*** Opening of Source material ***

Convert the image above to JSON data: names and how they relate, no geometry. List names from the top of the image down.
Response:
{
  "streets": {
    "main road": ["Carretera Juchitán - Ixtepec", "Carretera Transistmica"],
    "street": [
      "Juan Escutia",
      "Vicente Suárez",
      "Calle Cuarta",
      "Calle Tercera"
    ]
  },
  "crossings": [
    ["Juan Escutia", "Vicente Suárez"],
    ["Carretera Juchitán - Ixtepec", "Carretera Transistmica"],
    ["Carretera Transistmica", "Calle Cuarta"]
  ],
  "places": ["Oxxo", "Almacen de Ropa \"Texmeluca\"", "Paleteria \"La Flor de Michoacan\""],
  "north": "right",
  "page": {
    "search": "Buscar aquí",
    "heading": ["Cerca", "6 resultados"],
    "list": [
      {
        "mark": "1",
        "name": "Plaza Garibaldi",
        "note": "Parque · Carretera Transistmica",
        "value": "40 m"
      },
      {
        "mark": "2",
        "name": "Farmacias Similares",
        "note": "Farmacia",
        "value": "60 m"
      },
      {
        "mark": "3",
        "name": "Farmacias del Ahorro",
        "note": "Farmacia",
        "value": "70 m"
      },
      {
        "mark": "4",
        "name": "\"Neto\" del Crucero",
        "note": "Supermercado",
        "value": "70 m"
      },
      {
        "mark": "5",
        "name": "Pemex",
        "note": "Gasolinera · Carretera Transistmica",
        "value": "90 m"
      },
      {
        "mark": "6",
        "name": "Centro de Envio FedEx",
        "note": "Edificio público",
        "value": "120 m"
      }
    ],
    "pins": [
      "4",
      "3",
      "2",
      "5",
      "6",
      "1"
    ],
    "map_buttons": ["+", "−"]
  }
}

*** Close of Source material ***
*** Opening of Source material ***

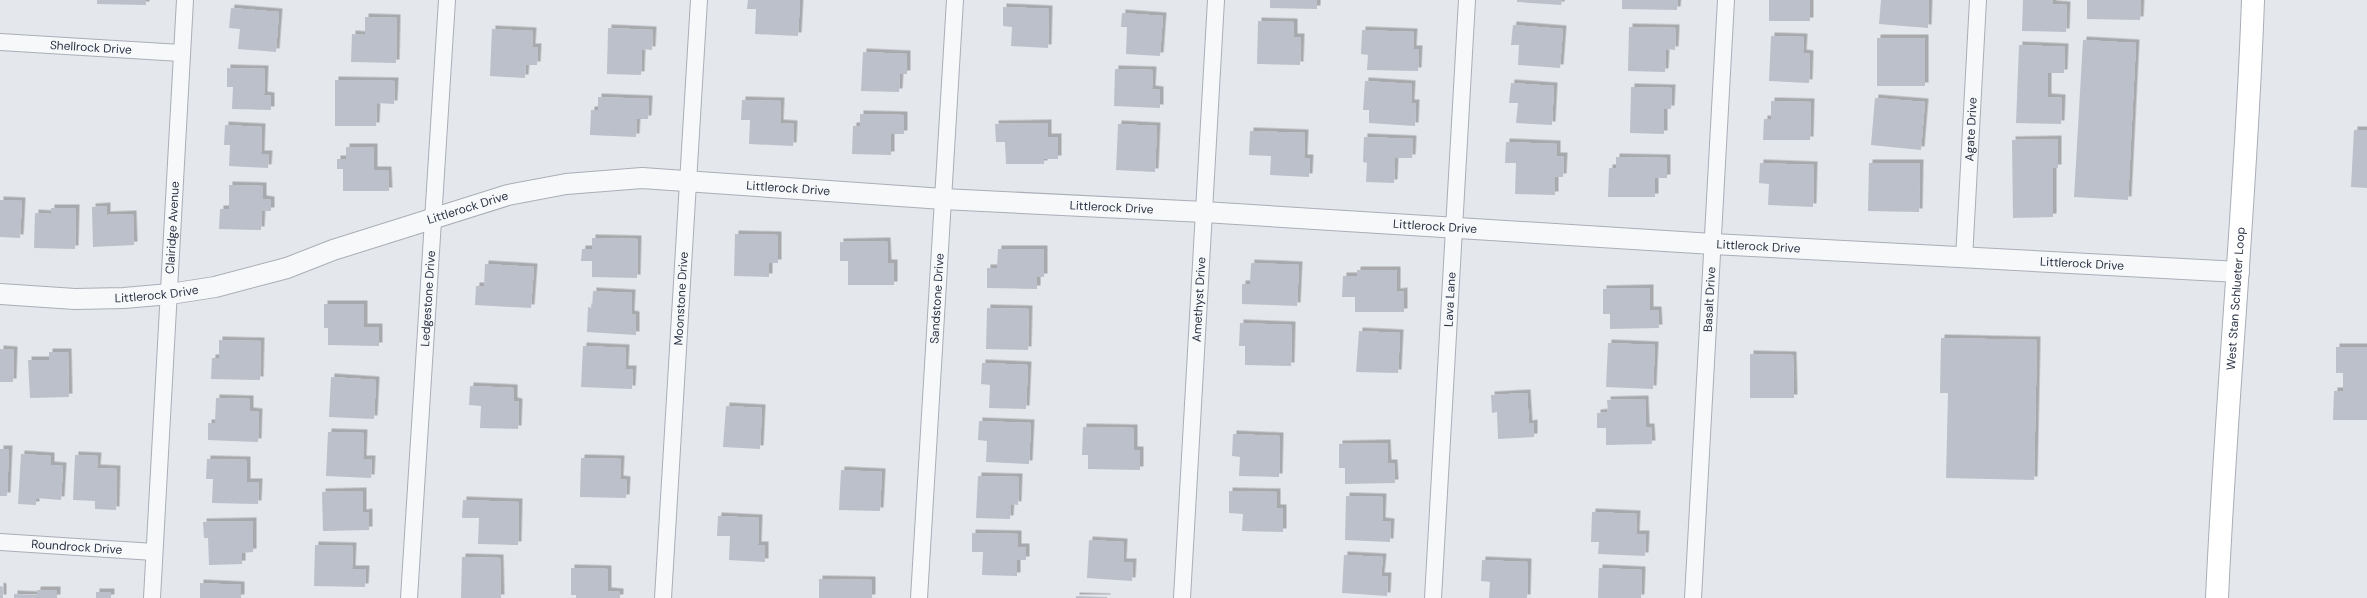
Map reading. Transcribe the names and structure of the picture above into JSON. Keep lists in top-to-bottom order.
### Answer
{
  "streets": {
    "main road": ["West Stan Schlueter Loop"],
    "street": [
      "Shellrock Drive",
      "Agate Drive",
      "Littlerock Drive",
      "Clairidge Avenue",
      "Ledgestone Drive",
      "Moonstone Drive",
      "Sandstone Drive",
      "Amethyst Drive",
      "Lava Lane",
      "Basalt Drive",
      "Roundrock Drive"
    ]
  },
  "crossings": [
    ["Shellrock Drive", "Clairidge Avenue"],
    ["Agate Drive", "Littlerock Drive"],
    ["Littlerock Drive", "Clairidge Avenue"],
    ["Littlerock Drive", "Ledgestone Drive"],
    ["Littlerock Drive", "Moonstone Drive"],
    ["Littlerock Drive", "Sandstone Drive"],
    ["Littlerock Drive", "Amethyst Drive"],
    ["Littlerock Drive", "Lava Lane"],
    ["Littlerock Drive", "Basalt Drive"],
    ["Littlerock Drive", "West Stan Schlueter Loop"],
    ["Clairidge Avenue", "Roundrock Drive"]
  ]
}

*** Close of Source material ***
*** Opening of Source material ***

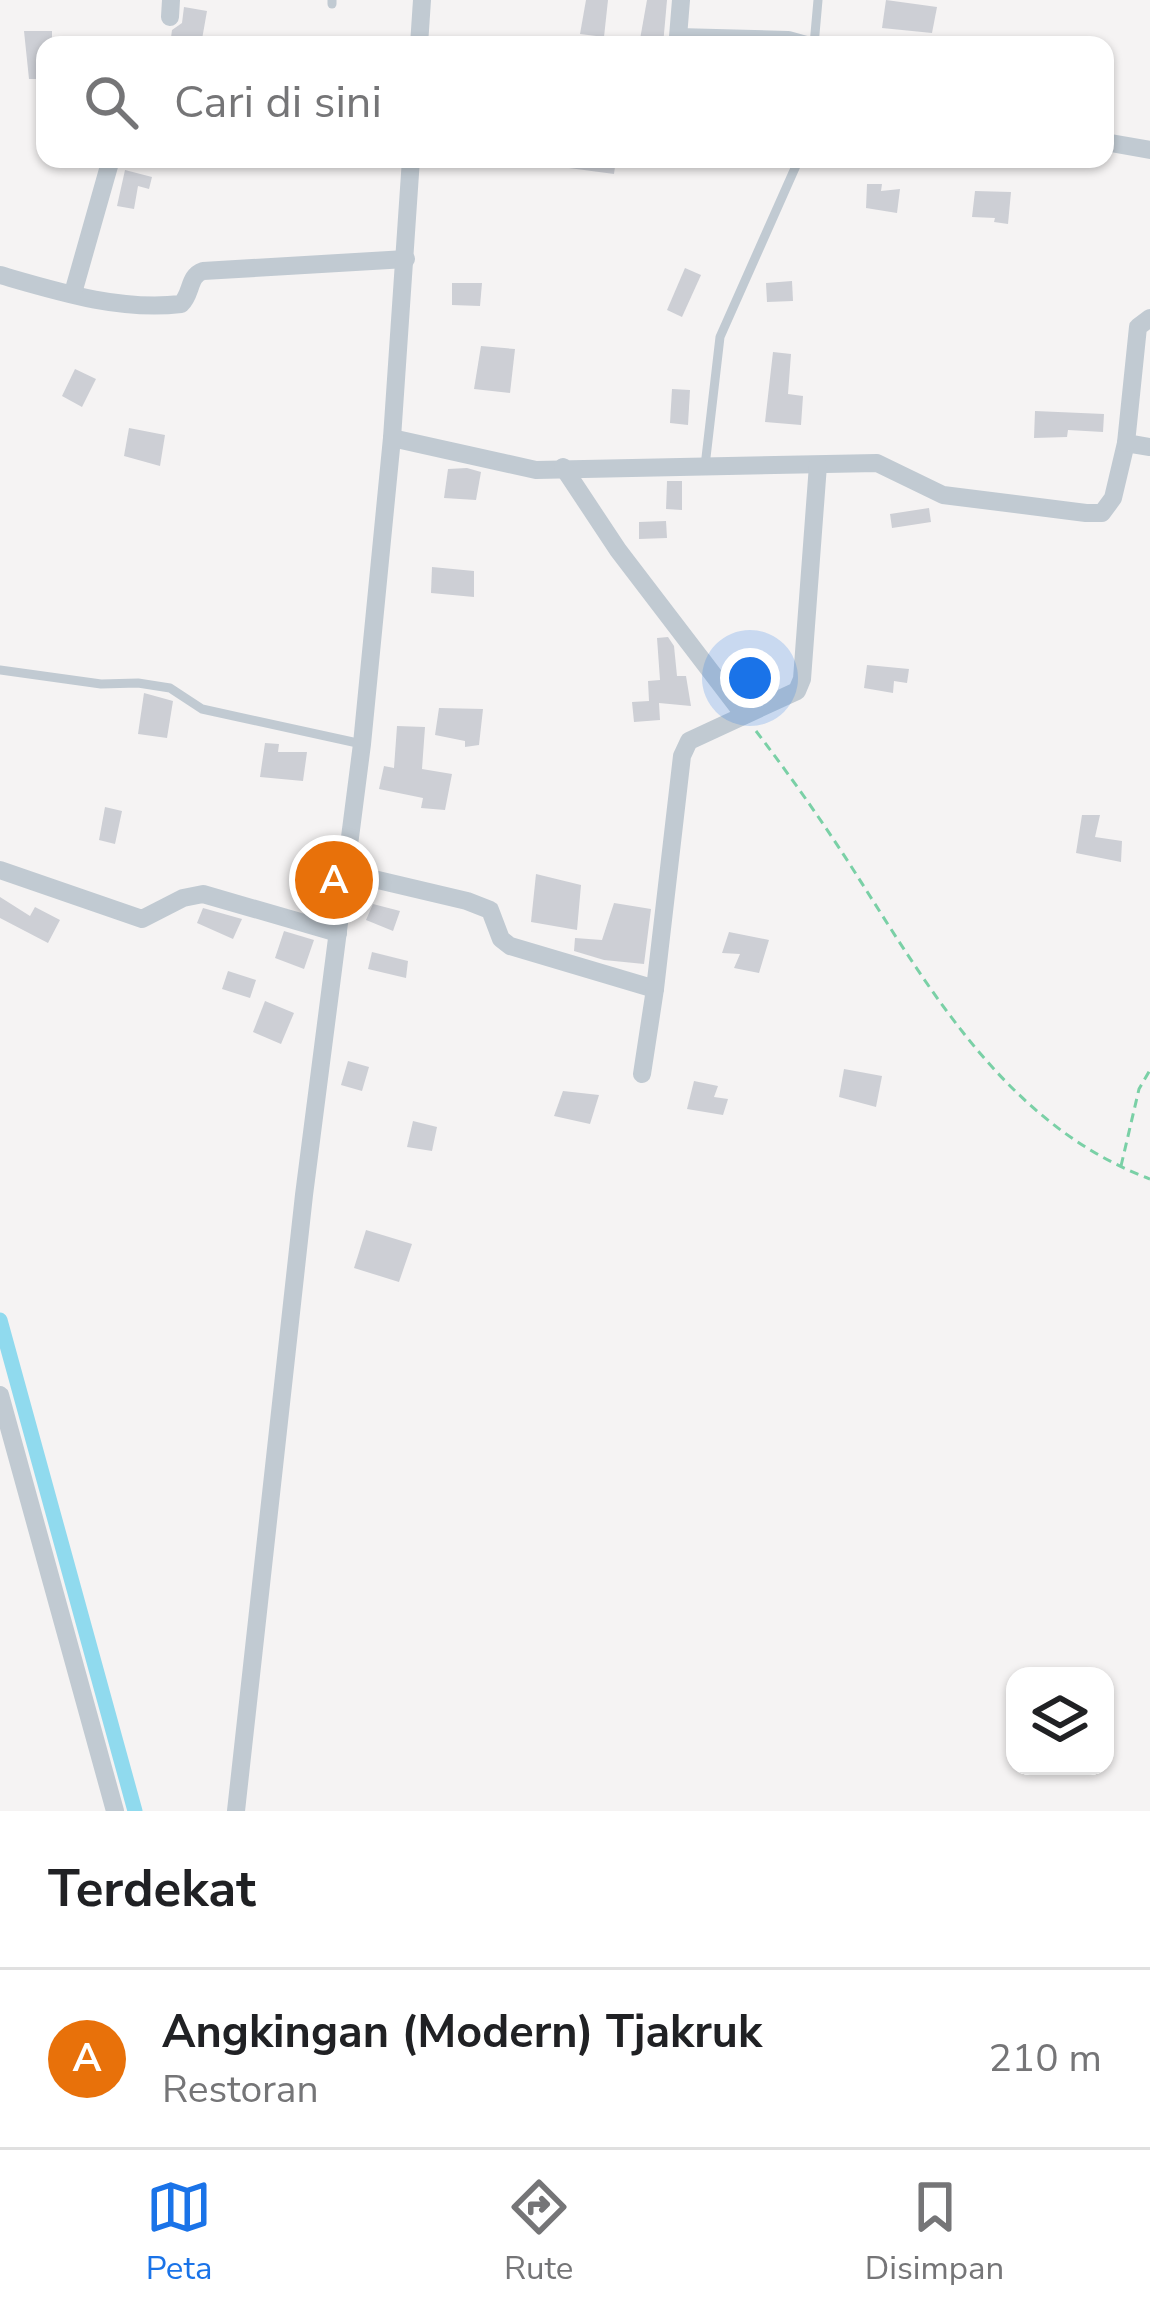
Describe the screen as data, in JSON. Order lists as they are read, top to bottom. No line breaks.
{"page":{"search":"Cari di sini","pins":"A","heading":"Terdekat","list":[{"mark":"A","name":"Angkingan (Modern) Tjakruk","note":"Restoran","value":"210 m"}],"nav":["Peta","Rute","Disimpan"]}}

*** Close of Source material ***

What to work on: Whenever a line of the entries contains "above", it counts toward the total; state that total alone.

Result of this task: 2